Labor Department's Take on the Digital Government Strategy

August 2013

A White House initiative aimed at fostering the delivery of information to the public resulted in scores of federal agencies releasing a number of datasets through individual application programming interfaces, or APIs. An API is a method used for delivering dynamically updated information from one location to another—like the Twitter feed on the homepage of this website.

However, because a subscriber must learn a different system for accessing each API, it can be rather daunting to implement a number of them. The Labor Department opted to run asll their datasets through a single API. Read about it here on the Nextgov site.

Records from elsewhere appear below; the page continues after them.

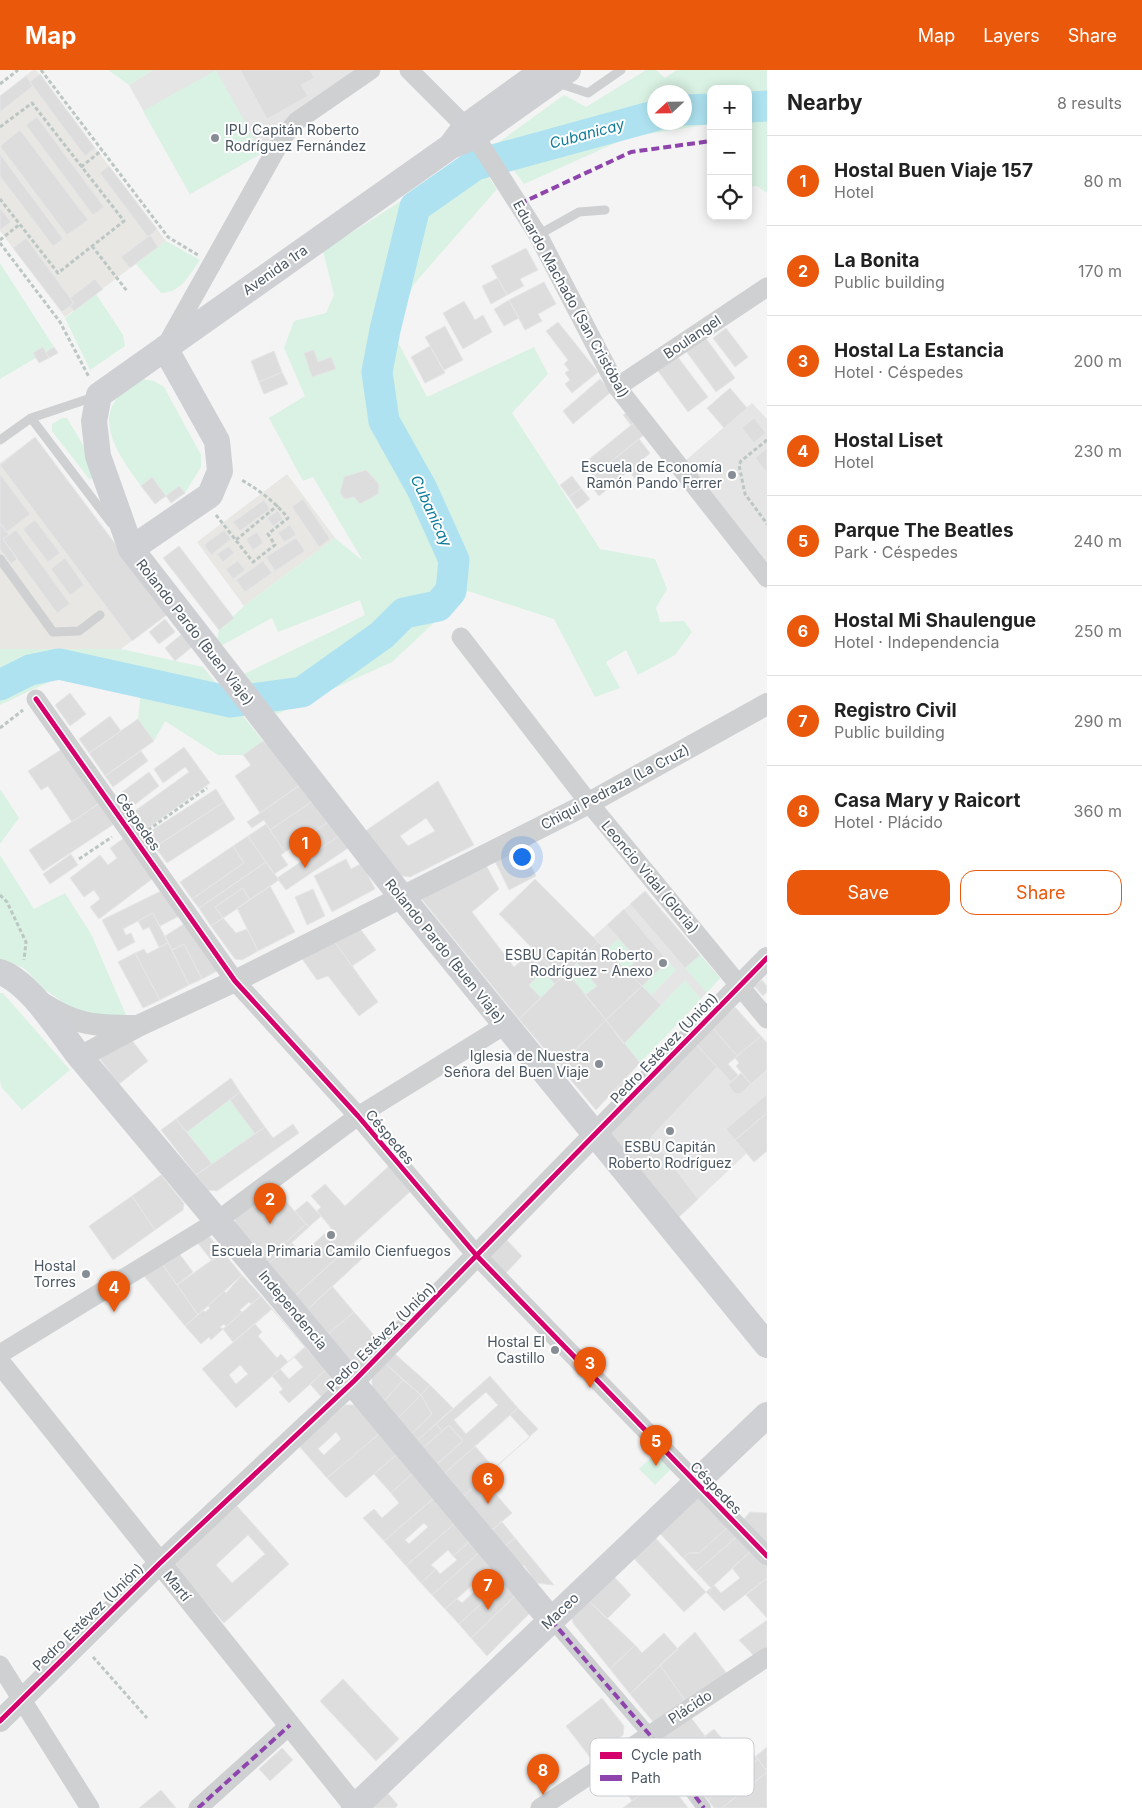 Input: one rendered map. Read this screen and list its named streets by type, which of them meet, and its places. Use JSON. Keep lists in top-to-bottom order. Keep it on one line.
{"streets":{"main road":["Avenida 1ra","Rolando Pardo (Buen Viaje)","Independencia","Maceo"],"street":["Eduardo Machado (San Cristóbal)","Boulangel","Chiqui Pedraza (La Cruz)","Céspedes","Leoncio Vidal (Gloria)","Pedro Estévez (Unión)","Martí","Plácido"]},"crossings":[["Avenida 1ra","Eduardo Machado (San Cristóbal)"],["Avenida 1ra","Rolando Pardo (Buen Viaje)"],["Eduardo Machado (San Cristóbal)","Boulangel"],["Rolando Pardo (Buen Viaje)","Chiqui Pedraza (La Cruz)"],["Rolando Pardo (Buen Viaje)","Pedro Estévez (Unión)"],["Chiqui Pedraza (La Cruz)","Céspedes"],["Chiqui Pedraza (La Cruz)","Leoncio Vidal (Gloria)"],["Chiqui Pedraza (La Cruz)","Independencia"],["Céspedes","Pedro Estévez (Unión)"],["Céspedes","Maceo"],["Leoncio Vidal (Gloria)","Pedro Estévez (Unión)"],["Pedro Estévez (Unión)","Independencia"],["Pedro Estévez (Unión)","Martí"],["Independencia","Maceo"],["Martí","Maceo"]],"water":["Cubanicay"],"places":["IPU Capitán Roberto Rodríguez Fernández","Escuela de Economía Ramón Pando Ferrer","ESBU Capitán Roberto Rodríguez - Anexo","Iglesia de Nuestra Señora del Buen Viaje","ESBU Capitán Roberto Rodríguez","Escuela Primaria Camilo Cienfuegos","Hostal Torres","Hostal El Castillo"],"legend":["Cycle path","Path"],"north":"left","page":{"header":"Map","nav":["Map","Layers","Share"],"heading":["Nearby","8 results"],"map_buttons":["+","−"],"list":[{"mark":"1","name":"Hostal Buen Viaje 157","note":"Hotel","value":"80 m"},{"mark":"2","name":"La Bonita","note":"Public building","value":"170 m"},{"mark":"3","name":"Hostal La Estancia","note":"Hotel · Céspedes","value":"200 m"},{"mark":"4","name":"Hostal Liset","note":"Hotel","value":"230 m"},{"mark":"5","name":"Parque The Beatles","note":"Park · Céspedes","value":"240 m"},{"mark":"6","name":"Hostal Mi Shaulengue","note":"Hotel · Independencia","value":"250 m"},{"mark":"7","name":"Registro Civil","note":"Public building","value":"290 m"},{"mark":"8","name":"Casa Mary y Raicort","note":"Hotel · Plácido","value":"360 m"}],"pins":["1","2","4","3","5","6","7","8"],"buttons":["Save","Share"]}} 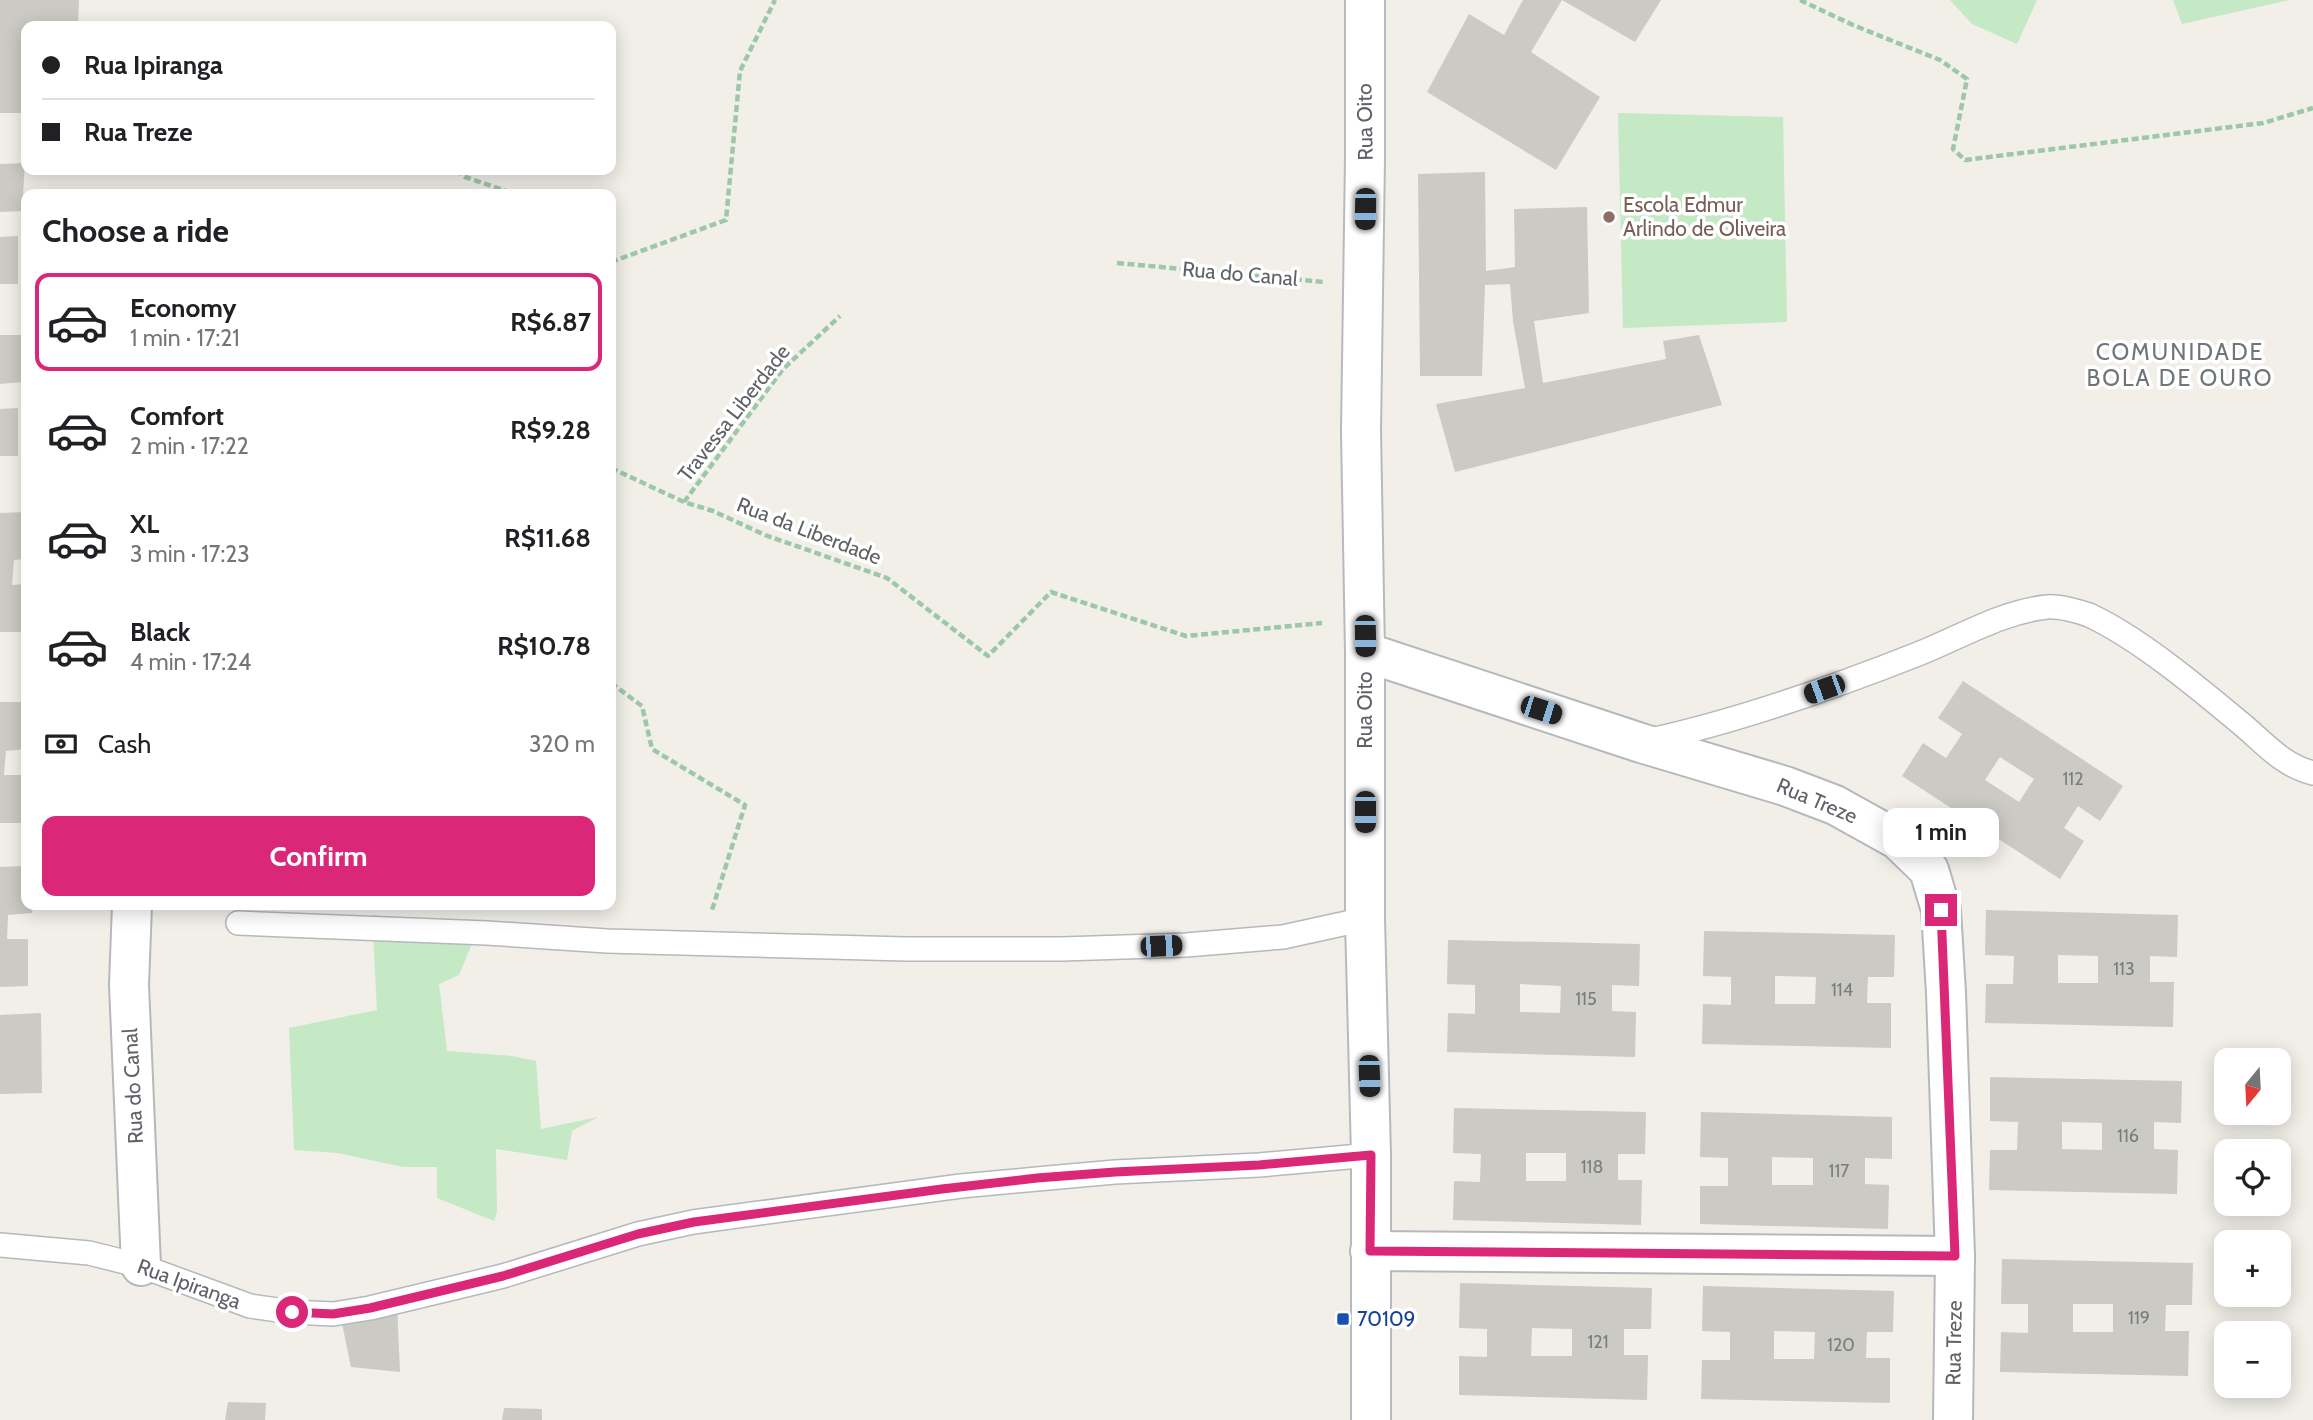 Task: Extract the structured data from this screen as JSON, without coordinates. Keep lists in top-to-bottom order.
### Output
{
  "streets": {
    "street": ["Rua Oito", "Rua do Canal", "Rua Treze"],
    "lane": ["Rua Ipiranga"],
    "path": ["Travessa Liberdade", "Rua da Liberdade"]
  },
  "crossings": [
    ["Rua Oito", "Rua do Canal"],
    ["Rua Oito", "Rua da Liberdade"],
    ["Rua Oito", "Rua Treze"],
    ["Rua Oito", "Rua Ipiranga"],
    ["Rua do Canal", "Rua Ipiranga"],
    ["Travessa Liberdade", "Rua da Liberdade"],
    ["Rua da Liberdade", "Rua Treze"]
  ],
  "districts": ["COMUNIDADE BOLA DE OURO"],
  "places": {
    "other": ["Escola Edmur Arlindo de Oliveira"],
    "transit": ["70109"]
  },
  "house_numbers": [
    "112",
    "113",
    "114",
    "115",
    "116",
    "118",
    "117",
    "119",
    "121",
    "120"
  ],
  "north": "bottom",
  "page": {
    "banner": ["Rua Ipiranga", "Rua Treze"],
    "heading": "Choose a ride",
    "list": [
      {
        "name": "Economy",
        "note": "1 min · 17:21",
        "value": "R$6.87"
      },
      {
        "name": "Comfort",
        "note": "2 min · 17:22",
        "value": "R$9.28"
      },
      {
        "name": "XL",
        "note": "3 min · 17:23",
        "value": "R$11.68"
      },
      {
        "name": "Black",
        "note": "4 min · 17:24",
        "value": "R$10.78"
      }
    ],
    "pay": ["Cash", "320 m"],
    "buttons": "Confirm",
    "bubble": "1 min",
    "map_buttons": ["+", "−"]
  }
}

Transparency without Democracy: The Unexpected Effects of China’s Environmental Disclosure Policy

February 2013

Yeling Tan, Ph.D. candidate in Public Policy degree program at the Kennedy School of Government, published her article titled “Transparency without Democracy: The Unexpected Effects of China’s Environmental Disclosure Policy”, in Governance: An International Journal of Policy, Administration, and Institutions. This article examines the impact of transparency regulations enacted under authoritarian conditions, through a study of China’s environmental transparency measures. Given China’s decentralized administrative structure, environmental disclosure ends up being weakest in the most polluted cities. However, the measures have allowed nongovernmental organizations (NGOs) to affect environmental governance through unusual pathways. Multinational companies (MNCs) have used NGO pollution databases to monitor Chinese suppliers, whereas local governments have responded to a transparency index with greater NGO engagement.